Les gestes d'ouverture de Barack Obama à l'égard de Cuba sont timides. Il ne s'agit pour l'instant que de permettre les voyages des Américano-Cubains vers leur île natale et de faciliter les transferts de fonds. On est encore loin de la levée de l'embargo commercial.

Mais le virage est néanmoins significatif. En admettant l'échec de la politique américaine, lors du Sommet des Amériques, à Trinité et Tobago, le président américain a amorcé le début de la fin d'une logique d'affrontement, survivance absurde de la guerre froide et grand symbole du dogmatisme américain. Un petit pas qui laisse croire que, de part et d'autre, on commence à préparer l'après-Castro.
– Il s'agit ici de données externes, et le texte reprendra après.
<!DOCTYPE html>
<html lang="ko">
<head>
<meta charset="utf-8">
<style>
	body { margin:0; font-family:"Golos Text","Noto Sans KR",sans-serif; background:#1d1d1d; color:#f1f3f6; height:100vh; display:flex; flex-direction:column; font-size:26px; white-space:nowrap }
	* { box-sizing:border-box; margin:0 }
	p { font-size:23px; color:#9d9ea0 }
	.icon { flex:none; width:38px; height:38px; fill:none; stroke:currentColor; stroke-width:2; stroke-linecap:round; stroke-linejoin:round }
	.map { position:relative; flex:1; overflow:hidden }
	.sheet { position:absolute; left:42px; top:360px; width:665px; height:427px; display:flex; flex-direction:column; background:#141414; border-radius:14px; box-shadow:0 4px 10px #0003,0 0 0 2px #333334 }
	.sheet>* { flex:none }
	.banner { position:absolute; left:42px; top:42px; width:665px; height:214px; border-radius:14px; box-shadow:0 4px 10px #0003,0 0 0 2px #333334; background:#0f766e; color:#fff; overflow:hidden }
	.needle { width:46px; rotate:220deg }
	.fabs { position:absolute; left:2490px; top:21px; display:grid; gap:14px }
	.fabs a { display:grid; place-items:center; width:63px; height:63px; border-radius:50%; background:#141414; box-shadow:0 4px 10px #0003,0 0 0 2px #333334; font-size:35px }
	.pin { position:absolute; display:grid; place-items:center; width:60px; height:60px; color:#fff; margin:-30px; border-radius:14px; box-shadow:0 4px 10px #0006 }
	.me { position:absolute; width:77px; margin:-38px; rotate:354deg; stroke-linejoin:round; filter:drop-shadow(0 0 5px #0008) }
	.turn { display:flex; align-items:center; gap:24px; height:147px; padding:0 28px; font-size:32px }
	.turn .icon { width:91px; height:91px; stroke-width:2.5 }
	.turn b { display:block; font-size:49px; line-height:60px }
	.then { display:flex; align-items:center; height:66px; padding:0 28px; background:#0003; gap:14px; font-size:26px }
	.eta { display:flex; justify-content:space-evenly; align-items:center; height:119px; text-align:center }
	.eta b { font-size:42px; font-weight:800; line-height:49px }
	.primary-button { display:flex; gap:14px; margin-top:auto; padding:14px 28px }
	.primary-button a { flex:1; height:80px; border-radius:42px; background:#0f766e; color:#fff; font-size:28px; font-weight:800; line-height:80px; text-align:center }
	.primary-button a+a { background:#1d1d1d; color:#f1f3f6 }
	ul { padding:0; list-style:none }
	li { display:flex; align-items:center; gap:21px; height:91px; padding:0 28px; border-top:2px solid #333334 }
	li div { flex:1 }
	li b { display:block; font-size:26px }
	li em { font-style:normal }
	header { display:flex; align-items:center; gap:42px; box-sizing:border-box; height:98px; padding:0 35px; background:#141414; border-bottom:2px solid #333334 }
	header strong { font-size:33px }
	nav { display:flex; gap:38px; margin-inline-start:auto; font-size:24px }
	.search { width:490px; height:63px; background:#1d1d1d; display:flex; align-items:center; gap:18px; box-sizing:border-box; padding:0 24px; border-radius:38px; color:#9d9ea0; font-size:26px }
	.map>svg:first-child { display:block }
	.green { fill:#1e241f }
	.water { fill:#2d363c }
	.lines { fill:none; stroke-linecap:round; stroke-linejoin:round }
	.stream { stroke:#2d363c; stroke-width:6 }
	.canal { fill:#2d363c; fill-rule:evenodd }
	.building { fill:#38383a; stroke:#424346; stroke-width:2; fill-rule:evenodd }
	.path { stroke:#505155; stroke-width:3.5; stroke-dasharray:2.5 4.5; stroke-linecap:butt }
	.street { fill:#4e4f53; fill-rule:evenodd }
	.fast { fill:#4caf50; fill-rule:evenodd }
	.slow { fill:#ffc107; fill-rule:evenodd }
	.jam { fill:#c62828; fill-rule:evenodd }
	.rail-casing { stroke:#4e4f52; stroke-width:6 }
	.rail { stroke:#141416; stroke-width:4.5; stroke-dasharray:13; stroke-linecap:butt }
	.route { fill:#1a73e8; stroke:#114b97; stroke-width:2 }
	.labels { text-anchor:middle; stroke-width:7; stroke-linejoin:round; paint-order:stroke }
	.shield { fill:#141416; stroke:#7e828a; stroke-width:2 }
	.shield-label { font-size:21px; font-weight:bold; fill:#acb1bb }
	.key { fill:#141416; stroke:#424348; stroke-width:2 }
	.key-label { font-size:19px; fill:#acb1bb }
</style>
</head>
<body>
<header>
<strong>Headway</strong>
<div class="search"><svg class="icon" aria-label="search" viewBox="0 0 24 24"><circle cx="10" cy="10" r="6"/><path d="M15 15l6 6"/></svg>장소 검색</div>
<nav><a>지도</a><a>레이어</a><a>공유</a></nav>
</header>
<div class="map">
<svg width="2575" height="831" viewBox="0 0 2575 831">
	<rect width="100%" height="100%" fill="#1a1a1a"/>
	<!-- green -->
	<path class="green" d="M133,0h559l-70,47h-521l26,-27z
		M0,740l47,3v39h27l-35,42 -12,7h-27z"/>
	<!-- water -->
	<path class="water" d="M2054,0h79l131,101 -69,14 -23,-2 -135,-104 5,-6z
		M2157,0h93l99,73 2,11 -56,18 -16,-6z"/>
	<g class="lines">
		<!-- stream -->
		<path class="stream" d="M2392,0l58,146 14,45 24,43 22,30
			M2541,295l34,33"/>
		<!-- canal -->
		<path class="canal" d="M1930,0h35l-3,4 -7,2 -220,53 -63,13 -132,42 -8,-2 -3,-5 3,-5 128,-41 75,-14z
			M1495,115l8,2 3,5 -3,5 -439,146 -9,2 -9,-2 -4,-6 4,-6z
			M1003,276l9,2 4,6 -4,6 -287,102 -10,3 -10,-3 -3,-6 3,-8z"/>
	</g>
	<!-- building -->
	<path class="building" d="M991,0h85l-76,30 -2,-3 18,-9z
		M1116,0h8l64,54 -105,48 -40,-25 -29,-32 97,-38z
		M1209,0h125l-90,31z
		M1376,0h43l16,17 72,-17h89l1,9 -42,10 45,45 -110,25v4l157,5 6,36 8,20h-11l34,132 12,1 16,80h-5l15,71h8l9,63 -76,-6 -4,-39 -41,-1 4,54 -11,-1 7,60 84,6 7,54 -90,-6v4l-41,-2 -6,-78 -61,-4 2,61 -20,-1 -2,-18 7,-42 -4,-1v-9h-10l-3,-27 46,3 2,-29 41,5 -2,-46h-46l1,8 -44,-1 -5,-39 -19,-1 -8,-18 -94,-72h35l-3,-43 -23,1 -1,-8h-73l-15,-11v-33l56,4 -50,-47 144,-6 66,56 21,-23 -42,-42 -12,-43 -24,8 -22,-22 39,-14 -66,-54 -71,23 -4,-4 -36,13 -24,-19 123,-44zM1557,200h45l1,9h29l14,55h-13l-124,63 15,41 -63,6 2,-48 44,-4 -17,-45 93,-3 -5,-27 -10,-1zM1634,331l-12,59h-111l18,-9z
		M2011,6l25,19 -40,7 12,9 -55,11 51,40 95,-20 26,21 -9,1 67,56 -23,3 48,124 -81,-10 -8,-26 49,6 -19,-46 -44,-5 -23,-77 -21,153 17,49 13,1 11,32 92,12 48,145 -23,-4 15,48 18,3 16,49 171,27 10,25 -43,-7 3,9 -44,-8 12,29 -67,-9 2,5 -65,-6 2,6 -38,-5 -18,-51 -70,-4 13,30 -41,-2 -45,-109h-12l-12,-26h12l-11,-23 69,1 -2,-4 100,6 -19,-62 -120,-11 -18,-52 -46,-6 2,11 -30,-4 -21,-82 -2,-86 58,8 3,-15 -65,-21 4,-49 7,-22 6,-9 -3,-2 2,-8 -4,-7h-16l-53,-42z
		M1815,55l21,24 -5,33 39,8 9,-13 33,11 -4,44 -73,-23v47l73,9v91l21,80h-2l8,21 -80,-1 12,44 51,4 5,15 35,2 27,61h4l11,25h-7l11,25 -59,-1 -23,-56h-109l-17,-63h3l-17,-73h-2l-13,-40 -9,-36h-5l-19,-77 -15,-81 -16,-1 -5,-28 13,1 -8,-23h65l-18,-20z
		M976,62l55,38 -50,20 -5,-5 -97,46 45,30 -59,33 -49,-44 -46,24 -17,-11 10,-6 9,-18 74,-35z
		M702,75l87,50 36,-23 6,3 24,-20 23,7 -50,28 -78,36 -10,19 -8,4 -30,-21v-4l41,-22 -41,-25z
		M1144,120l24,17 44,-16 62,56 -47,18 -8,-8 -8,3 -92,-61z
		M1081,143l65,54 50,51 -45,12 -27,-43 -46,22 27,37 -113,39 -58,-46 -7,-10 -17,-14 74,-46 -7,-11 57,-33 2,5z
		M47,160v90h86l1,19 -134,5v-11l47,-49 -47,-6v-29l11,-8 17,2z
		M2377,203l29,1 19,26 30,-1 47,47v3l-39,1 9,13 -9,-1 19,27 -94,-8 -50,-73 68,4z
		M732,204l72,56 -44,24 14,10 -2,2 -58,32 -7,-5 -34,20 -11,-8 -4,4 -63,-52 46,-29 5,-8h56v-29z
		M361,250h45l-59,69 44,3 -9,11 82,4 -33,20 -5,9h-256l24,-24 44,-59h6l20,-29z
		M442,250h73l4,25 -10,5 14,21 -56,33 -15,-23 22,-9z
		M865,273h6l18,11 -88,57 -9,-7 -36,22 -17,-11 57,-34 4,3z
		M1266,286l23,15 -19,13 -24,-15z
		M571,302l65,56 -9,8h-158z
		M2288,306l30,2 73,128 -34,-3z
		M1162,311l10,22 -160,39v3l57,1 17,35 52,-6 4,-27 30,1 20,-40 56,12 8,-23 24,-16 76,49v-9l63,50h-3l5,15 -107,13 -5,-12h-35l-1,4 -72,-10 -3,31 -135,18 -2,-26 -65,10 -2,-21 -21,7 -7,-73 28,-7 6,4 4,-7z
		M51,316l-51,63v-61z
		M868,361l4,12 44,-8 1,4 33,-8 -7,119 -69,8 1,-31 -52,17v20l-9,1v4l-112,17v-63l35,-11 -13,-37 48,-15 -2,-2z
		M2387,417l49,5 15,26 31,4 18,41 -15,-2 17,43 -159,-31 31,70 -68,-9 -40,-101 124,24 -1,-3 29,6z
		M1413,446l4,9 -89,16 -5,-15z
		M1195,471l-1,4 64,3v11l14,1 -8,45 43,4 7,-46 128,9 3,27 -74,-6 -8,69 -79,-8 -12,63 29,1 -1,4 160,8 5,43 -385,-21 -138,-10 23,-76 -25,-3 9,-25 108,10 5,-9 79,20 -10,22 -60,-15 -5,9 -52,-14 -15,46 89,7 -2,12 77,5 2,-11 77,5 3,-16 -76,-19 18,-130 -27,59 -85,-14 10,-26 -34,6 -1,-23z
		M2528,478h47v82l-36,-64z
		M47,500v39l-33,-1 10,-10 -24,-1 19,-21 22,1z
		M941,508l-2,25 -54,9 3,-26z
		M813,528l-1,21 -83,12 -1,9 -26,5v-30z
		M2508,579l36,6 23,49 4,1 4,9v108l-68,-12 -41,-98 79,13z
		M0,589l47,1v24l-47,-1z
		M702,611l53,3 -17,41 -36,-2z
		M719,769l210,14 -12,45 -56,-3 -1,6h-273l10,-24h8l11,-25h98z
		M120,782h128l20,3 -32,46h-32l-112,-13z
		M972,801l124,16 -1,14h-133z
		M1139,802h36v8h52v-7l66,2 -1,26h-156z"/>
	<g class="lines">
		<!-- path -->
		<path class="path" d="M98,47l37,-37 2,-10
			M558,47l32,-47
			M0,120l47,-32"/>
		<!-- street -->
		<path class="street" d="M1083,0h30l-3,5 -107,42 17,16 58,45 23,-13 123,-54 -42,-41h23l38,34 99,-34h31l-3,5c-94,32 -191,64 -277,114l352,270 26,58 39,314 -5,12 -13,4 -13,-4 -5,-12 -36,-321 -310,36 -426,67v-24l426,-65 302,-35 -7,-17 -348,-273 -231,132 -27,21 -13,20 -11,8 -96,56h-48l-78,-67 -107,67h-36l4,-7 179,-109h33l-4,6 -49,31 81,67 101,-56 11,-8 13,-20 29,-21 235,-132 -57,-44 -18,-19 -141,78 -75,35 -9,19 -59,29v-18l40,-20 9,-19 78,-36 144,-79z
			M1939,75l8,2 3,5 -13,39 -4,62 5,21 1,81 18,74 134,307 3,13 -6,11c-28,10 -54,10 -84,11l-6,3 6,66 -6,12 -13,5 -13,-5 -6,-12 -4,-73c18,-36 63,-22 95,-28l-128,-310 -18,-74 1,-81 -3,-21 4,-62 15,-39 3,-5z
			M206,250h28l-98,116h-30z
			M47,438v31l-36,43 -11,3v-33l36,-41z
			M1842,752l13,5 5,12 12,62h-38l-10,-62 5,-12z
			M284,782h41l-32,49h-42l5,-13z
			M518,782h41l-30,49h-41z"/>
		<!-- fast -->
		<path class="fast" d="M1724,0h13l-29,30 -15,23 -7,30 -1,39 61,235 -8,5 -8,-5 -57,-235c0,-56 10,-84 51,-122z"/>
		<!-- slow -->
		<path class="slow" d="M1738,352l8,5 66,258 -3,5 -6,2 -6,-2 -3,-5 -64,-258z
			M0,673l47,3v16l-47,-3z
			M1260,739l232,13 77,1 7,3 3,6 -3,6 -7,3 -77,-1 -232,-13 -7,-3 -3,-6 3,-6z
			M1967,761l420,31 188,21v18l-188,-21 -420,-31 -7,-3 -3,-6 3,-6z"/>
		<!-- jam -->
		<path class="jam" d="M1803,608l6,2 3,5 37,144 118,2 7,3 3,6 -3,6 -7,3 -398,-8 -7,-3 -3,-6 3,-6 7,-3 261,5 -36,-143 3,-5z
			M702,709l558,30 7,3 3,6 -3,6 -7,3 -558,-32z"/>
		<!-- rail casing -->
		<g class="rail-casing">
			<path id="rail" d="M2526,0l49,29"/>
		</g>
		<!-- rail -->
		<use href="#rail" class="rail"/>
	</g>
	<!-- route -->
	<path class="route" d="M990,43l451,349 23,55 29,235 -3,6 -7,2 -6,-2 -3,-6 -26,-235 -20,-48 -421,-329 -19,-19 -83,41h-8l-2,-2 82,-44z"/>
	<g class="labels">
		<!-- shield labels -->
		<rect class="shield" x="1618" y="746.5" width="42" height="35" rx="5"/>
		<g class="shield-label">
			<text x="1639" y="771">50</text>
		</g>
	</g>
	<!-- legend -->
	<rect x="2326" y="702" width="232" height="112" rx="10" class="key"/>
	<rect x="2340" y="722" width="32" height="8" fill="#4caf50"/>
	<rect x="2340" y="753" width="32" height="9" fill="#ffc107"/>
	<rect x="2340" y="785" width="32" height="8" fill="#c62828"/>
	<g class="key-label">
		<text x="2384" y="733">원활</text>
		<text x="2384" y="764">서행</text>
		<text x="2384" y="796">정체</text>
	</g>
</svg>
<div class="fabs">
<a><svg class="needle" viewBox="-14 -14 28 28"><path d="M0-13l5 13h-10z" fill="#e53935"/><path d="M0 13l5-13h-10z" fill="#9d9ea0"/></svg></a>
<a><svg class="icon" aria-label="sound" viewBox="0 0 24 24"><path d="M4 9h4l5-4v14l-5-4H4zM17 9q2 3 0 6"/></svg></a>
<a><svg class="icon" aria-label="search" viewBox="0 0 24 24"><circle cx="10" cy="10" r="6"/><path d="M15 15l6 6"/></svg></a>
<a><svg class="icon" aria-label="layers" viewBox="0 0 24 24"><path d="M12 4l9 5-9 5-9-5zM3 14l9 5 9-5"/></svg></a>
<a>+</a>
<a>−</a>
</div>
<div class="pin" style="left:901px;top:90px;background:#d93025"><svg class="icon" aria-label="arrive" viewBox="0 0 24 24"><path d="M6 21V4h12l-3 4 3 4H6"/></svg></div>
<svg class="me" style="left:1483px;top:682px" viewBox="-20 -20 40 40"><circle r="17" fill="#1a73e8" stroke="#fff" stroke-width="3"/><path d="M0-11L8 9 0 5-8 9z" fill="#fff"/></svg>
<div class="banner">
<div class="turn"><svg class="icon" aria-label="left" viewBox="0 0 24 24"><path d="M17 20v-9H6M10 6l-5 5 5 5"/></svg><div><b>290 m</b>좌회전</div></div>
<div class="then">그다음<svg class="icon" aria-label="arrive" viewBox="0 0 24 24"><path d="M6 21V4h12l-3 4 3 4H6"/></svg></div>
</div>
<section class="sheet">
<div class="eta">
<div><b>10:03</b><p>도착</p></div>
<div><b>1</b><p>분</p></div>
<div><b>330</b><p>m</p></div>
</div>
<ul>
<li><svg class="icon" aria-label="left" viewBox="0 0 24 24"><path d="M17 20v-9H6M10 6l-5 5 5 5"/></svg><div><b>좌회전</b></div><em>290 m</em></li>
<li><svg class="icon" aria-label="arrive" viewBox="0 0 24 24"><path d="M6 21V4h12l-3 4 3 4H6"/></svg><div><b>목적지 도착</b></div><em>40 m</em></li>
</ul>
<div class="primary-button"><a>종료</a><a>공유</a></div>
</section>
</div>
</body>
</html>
Il évident qu'ici, on applaudira. Le Canada n'a jamais coupé ses liens avec Cuba, même pendant la Guerre froide, parce qu'on a toujours cru que la meilleure façon d'encourager la démocratisation de ce pays était de maintenir des liens, une approche plus sage que celle des Américains, qui ont diabolisé Fidel Castro et braqué son régime. Ce désir de dialogue, on l'a vu chez tous ces touristes québécois qui voient Cuba comme un pays ami.

En principe, les États-Unis se refusent à établir des relations normales avec Cuba parce que ce pays n'est pas démocratique. L'argument est boiteux, car les États-Unis entretiennent, dans une sensibilité à géométrie variable, des liens étroits avec bien des dictatures, comme l'Arabie Saoudite. Leur agressivité envers Cuba tient bien davantage à la survivance d'un anticommunisme primaire, au poids politique des exilés cubains, et aux cicatrices de l'escalade du début des années 60.

L'insistance sur l'instauration de la démocratie repose en outre sur une vision étriquée des droits qui ramène la démocratie à la tenue d'élections libres. Il est vrai que Cuba est une dictature, où il n'y a pas d'élections, où l'oppression étouffante muselle les citoyens, où il y a des prisonniers politiques. Mais ce n'est pas un régime de terreur. Dans le monde des régimes totalitaires, Cuba est loin d'être parmi les pires. Par contre, bien des pays en principe démocratiques tolèrent la torture et les assassinats politiques.

Il n'en reste pas moins que ce pays est dans une impasse économique, sociale et politique, un pays figé qui attend la mort de son dictateur, un « paradis socialiste » qui, depuis l'arrivée à sa tête de Raoul Castro, s'est transformé en gérontocratie monarchique. Le modèle d'économie planifiée a été un échec total. Cuba est incapable de nourrir ses citoyens et de produire ce dont ils ont besoin, il survit grâce à la charité internationale et en expliquant ses échecs par un embargo américain qui est politiquement bien commode.

Cependant, ce pays dispose d'un énorme potentiel, comparé à bien des nations latino-américaines. Ce potentiel tient largement aux réalisations de la révolution castriste : un système de santé de haut niveau, une identité nationale forte, un degré d'éducation comparable à celui des sociétés industrialisées.

À condition, bien sûr, que la transition se fasse bien. Le Canada, un pays du Nord qui n'a jamais coupé les ponts avec Cuba, peut jouer un rôle utile. Mais au Sommet des Amériques, le premier ministre canadien n'a pas joué ce rôle. Stephen Harper voulait parler «d'affaires» et espérait que la question cubaine ne prendrait pas trop de place, ne comprenant pas l'importance qu'elle revêt en Amérique latine.

Pourquoi? Parce que l'ouverture à Cuba est trop associée au règne libéral? Parce qu'il y aurait chez M. Harper des réflexes anticommunistes, comme on l'a senti dans le cas de la Chine ? Mais le résultat est là. Encore une fois, M. Harper a été déphasé, en dehors de la plaque, comme s'il ne trouvait plus sa place dans un monde qui change trop vite.